Social networking sites a possible means to curb HIV

By Kemo Cham
For years now HIV/AIDS has dominated health discourse around the world, perhaps because of its seemingly uncontrollable rate of infection with no immediate cure on sight. It’s devastating effect is more pronounced here in the developing world where, thanks to outstretched budgets, efforts to contain its menace has effectively been reduced to mere discussion and hardly anything. HIV/AIDS patients in this part of the world have mainly been abandoned to their fate as there is hardly any African government that appears to treat it seriously. There is the famous case of near denial of its existence by former South African president, Thabo Mbeki. Gambia’s President Yahya Jammeh’s claim of cure continues to defy the world’s understanding about what he actually means.
But with all these, stigma remains one very outstanding factor that aggravates the situation for sufferers here. This was a subject of a pertinent discussion by Lindsay Briggs, a PhD candidate at the University of Illinois in the United States.
Briggs who focuses in the field of Health Behavior with a specialization in African Studies was recently in the Gambia where she delivered a lecture under the auspices of the United States Embassy in Banjul.
Lecturing on the theme: Reframing HIV in Africa: moving from a deficit model to a strength model, the University of Illinois academician focused mainly on her experience with mainstream perceptions of HIV as a public health issue in Africa, the public health tradition of focusing on negative perceptions in Africa and how people can better capitalize on strengths that will impact positively on the HIV epidemic.
She described the disease as one of the biggest public health concerns that can hardly be avoided in any public health discussion. For the rate of HIV to be reduced or eliminated, she warned, people must understand that it is not a death sentence – something that should discourage people, bringing them to the thought of only death.

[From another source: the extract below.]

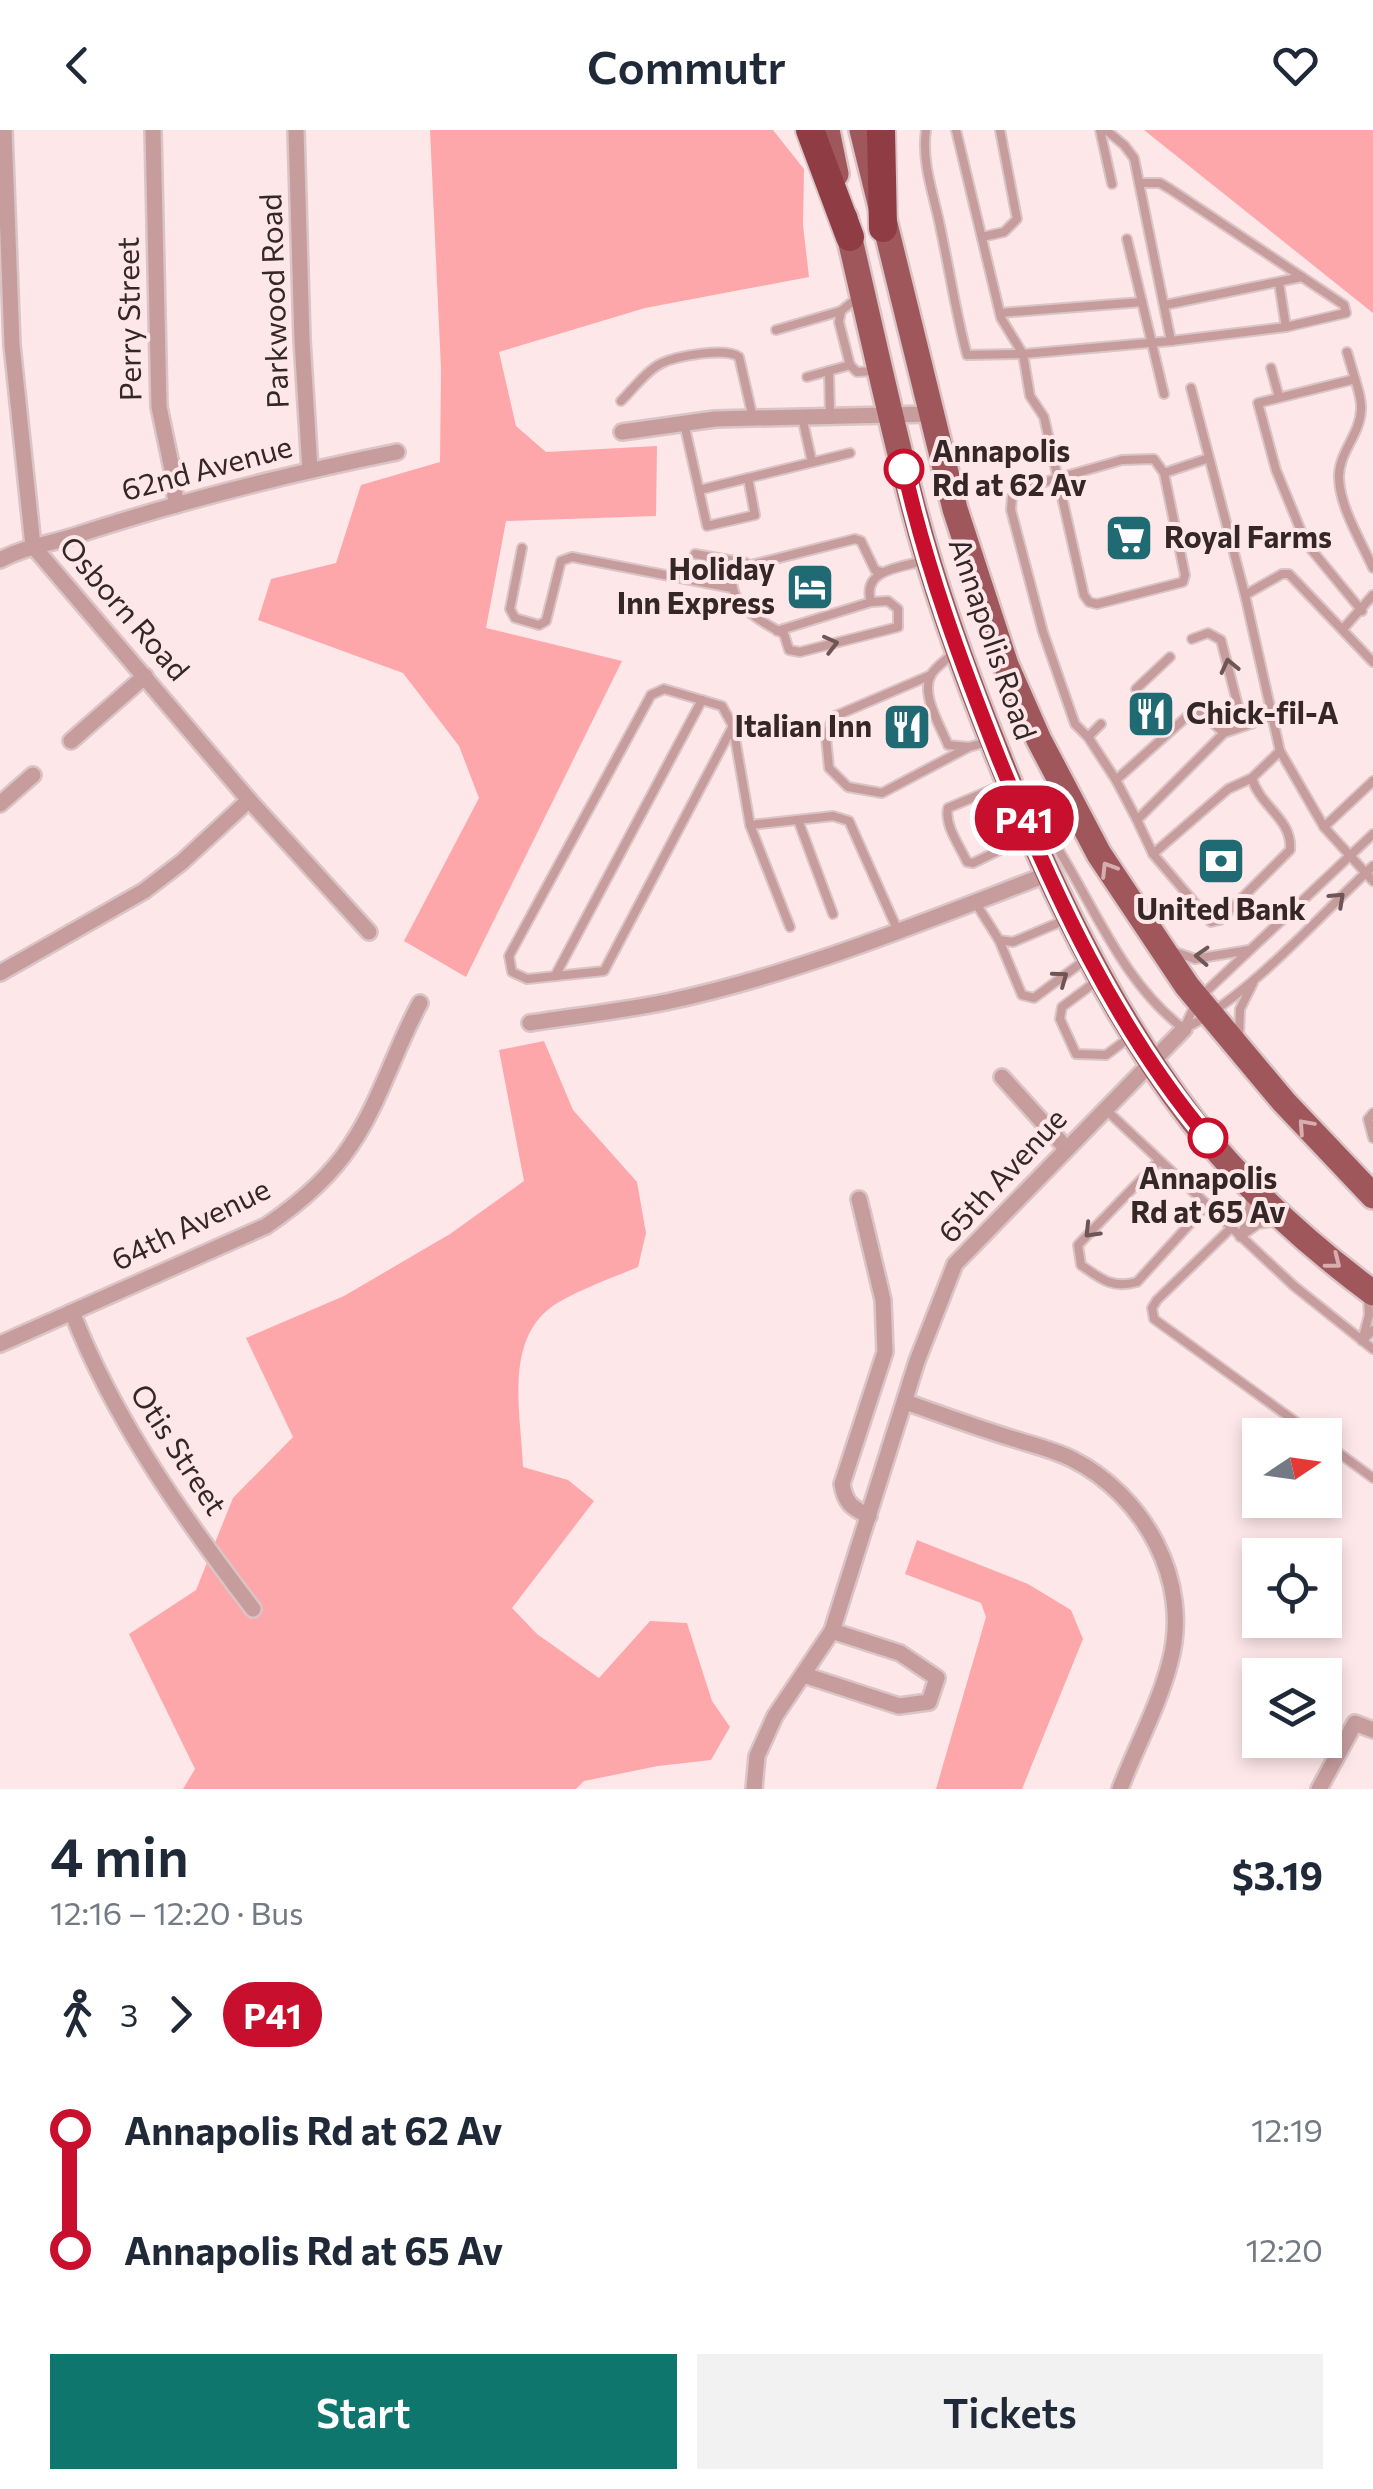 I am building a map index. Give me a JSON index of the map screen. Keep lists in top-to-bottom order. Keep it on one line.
{"streets":{"main road":["Annapolis Road"],"street":["Parkwood Road","Perry Street","62nd Avenue","Osborn Road","65th Avenue","64th Avenue","Otis Street"]},"crossings":[["Parkwood Road","62nd Avenue"],["Perry Street","62nd Avenue"],["62nd Avenue","Osborn Road"],["Annapolis Road","65th Avenue"],["64th Avenue","Otis Street"]],"places":{"other":["Annapolis Rd at 62 Av","Annapolis Rd at 65 Av"],"supermarket":["Royal Farms"],"hotel":["Holiday Inn Express"],"restaurant":["Chick-fil-A","Italian Inn"],"bank":["United Bank"]},"lines":["bus line P41"],"north":"right","page":{"header":"Commutr","on_map":"P41","heading":["4 min","12:16 – 12:20 · Bus","$3.19"],"legs":["3","P41"],"list":[{"name":"Annapolis Rd at 62 Av","value":"12:19"},{"name":"Annapolis Rd at 65 Av","value":"12:20"}],"buttons":["Start","Tickets"]}}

This is a very important point because in a society as the one in Gambia, there is this predominantly held view that HIV is is acquired only through sex. Patients aren’t only thought of as guilty, but they can’t help but feel so. This absurd perception is especially unfavourable to the women folks who mostly turn out to be victims of their husbands’ making. That is not to say all men are guilty. No.
Acknowledging a minimal decline in infection rate of the disease on the continent, which she said is mainly as a result ”effective collaboration between African leaders and stakeholders”, Brigs told a group of mainly public health students from the University of The Gambia (UTG) that there is still need for more improvement to move from a deficit to a strength model.
One of the biggest factors that lead to spreading of the disease, she said, is stigma, saying: ”More public awareness campaigns are needed in order to raise the awareness of the people on HIV”. And she argued that the intensity of social networking could be a means to curb the menace of the disease.
The contribution of poverty to increasing rate of infection also featured in the Banjul discussion. According to Briggs, HIV/AIDS is a disease of the poor. She sought to justify this contending view by saying that most of the people who acquire HIV are poor and vulnerable; people, she went on, who do not have access to health care, education and resources.
She however quickly added that investigations were still on course as to why HIV affects mainly the poor, concluding though that prostitution has since been discovered as a means of livelihood for many women trapped in the web of poverty.